Machine Learning on a Linux system is no fun without a GPU and its parallel processing capabilities. On a system with a Nvidia card you need basic Nvidia drivers and additional libraries for optimal support of Deep Neural Networks and Linear Algebra operations on the GPU sub-processors. E.g., Keras and Tensorflow 2 [TF2] use CUDA and cuDNN-libraries on your Nvidia GPU. Basic information can be found here:
This means that you must not only perform an installation of (proprietary) Nvidia drivers, but also of CUDA and cuDNN on your Linux system. As I have started to work with ResNet-110v2 and ResNet-164v2 variants lately I was interested whether I could get a combination of
TF 2.15 with Keras
the latest of Nvidia GPU drivers 545.29.06 – but see the Addendum at the end of the post and the warnings therein.

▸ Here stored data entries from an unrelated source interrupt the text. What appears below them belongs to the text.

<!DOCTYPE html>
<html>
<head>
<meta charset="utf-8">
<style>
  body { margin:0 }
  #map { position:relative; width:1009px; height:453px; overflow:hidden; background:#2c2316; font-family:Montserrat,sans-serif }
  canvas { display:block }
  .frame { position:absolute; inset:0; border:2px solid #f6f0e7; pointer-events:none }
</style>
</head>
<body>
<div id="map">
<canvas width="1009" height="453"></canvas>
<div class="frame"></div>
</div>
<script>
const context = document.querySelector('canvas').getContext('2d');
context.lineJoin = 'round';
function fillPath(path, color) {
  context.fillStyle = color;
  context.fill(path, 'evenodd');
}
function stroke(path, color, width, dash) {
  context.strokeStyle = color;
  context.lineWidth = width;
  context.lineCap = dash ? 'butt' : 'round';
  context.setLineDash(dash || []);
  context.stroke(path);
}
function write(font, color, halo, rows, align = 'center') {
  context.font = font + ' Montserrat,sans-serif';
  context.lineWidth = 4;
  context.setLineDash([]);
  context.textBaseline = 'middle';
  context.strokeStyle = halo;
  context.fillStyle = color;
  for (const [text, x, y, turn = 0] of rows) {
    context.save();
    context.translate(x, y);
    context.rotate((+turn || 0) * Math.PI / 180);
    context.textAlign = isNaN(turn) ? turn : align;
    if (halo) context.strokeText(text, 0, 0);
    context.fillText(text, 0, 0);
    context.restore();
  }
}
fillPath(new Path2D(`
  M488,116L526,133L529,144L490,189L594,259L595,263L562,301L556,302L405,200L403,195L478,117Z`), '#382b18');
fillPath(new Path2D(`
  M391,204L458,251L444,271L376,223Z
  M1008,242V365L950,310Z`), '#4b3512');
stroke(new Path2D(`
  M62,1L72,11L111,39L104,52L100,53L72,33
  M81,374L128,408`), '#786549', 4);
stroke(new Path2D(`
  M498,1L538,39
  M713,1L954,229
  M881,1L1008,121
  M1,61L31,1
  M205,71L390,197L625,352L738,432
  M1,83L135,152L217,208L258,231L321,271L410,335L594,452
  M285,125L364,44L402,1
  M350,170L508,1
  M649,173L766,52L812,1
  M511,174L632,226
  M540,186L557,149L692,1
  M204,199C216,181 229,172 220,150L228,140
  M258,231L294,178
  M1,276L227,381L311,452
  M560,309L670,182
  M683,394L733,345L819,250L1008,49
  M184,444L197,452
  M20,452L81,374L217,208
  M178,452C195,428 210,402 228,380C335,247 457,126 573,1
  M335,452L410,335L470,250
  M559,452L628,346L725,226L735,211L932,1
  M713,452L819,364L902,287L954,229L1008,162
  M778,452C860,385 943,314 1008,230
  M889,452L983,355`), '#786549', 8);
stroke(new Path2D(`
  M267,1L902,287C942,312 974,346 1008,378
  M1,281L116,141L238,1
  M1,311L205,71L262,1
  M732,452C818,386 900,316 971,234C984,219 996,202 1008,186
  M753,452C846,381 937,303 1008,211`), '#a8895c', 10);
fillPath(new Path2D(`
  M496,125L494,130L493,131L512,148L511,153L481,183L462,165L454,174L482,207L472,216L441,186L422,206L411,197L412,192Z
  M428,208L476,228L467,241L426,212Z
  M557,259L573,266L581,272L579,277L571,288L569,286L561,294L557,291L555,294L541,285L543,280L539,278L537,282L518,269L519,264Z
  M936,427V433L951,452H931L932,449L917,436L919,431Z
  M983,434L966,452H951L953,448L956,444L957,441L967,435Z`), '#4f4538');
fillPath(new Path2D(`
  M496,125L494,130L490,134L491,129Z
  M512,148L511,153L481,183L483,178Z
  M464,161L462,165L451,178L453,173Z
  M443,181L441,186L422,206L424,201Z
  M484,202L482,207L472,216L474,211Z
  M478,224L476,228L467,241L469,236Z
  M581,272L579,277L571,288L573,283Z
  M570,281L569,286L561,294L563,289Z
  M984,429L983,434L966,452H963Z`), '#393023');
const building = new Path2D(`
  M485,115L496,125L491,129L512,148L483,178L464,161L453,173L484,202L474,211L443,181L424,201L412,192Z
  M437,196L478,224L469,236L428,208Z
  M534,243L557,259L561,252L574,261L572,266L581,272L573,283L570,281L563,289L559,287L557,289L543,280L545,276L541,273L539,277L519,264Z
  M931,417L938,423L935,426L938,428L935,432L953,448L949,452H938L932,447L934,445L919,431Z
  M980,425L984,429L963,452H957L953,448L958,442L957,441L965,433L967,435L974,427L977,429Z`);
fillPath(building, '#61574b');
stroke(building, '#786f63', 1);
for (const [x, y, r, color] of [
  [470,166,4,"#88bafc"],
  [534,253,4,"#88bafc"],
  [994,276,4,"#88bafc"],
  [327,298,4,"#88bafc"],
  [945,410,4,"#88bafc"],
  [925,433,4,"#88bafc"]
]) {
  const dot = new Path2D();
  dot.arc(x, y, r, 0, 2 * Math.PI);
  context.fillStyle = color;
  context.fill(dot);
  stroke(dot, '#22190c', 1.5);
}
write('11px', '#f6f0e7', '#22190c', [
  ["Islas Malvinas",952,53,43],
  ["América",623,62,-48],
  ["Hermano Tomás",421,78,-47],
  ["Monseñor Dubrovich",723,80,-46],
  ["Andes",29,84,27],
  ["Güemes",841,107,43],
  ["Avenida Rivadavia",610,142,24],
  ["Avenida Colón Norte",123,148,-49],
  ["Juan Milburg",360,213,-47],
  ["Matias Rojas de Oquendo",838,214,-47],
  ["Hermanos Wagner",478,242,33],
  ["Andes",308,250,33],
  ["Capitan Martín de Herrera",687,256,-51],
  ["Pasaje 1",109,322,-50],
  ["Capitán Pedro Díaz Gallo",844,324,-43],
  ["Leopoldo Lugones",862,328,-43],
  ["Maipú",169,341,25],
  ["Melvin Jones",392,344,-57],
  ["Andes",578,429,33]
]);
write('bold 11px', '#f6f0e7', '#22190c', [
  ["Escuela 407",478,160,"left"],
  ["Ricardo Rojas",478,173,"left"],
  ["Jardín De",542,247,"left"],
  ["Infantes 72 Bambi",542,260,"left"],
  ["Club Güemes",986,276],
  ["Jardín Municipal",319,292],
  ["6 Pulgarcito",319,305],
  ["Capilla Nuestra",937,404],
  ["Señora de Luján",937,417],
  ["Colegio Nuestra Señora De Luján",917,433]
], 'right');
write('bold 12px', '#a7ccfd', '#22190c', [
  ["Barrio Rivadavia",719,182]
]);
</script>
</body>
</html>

the latest CUDA-toolkit version 12.3
and cuDNN version 8.9.7
to work on an Opensuse Leap 15.5 system. This experiment ended successfully, although the present compatibility matrices on the Nvidia web pages do not yet include the named combination. While system wide installations of the CUDA-toolkit and cuDNN are no major problems, some additional settings of environment variables are required to make the libraries available for Python notebooks in Jupyterlab or classic Jupyter Notebooks (i.e. IPython based environments). These settings are not self-evident.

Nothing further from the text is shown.